Correlation between Rotating LIDAR Measurements and Blade Effective Wind Speed

Preview wind speed measurements from a forward looking Light Detection and Ranging (LIDAR) system located in the hub of a wind turbine can be used by a feedforward blade pitch control system to mitigate structural loads. For individual blade pitch control, a separate preview estimate of the effective wind speed encountered by each blade must be available. One way of providing an estimate of the blade effective wind speed is to implement a hub mounted spinning lidar that scans the wind field at the rotational rate of the rotor such that the measured wind will reach the blade after some delay. In this way, both the lidar measurement and the wind turbine blade rotationally sample the wind field. The benefit gained by using preview wind speed measurements strongly depends on the correlation between the measured wind and the wind that interacts with the blades.

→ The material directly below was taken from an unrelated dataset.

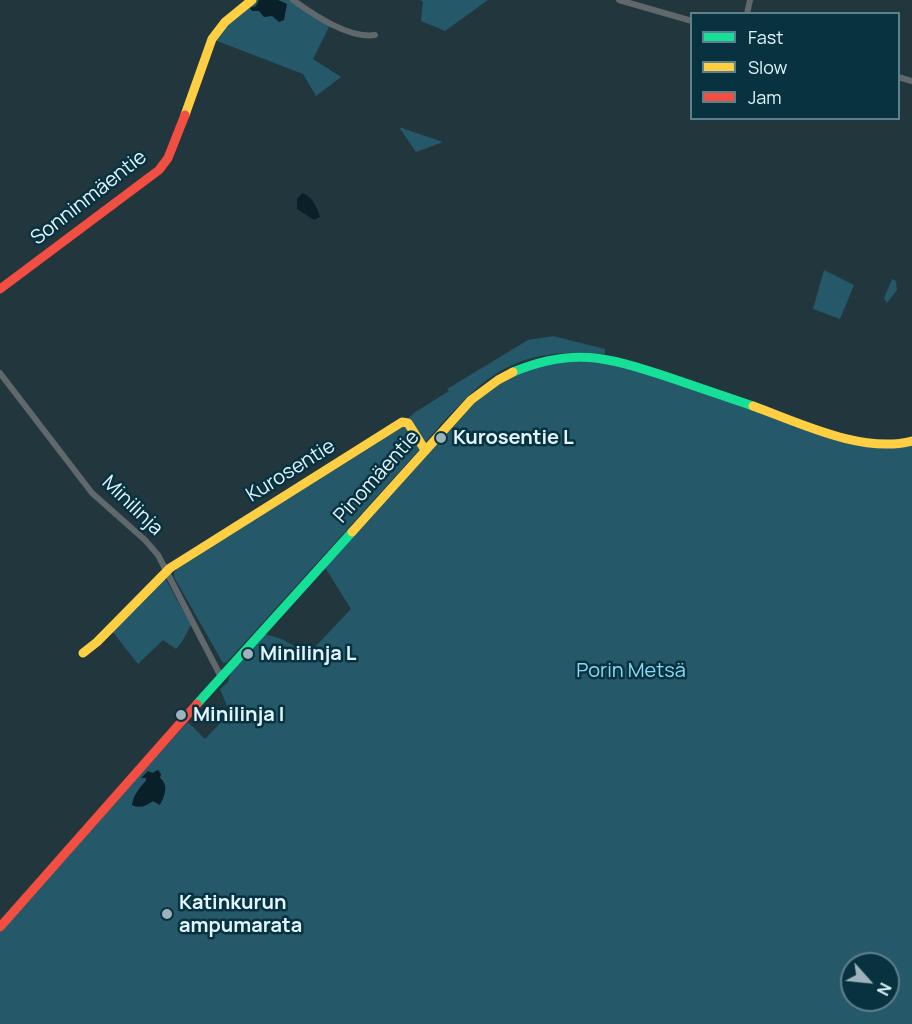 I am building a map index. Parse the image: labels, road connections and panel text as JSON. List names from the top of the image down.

In this research, the coherence between rotating lidar measurements and blade effective wind speed is calculated and analyzed using a spectral model of the wind field. The simulated wind field uses an isotropic von Karman spectrum and contains a model of wind evolution described by a longitudinal spatial coherence function. The coherence between stationary measurements and stationary blade effective wind speeds decreases to zero near the 1P rotational frequency of the turbine. However, measurement coherence between rotating lidar measurements and blade effective wind speed remains much higher and does not decay until higher frequencies.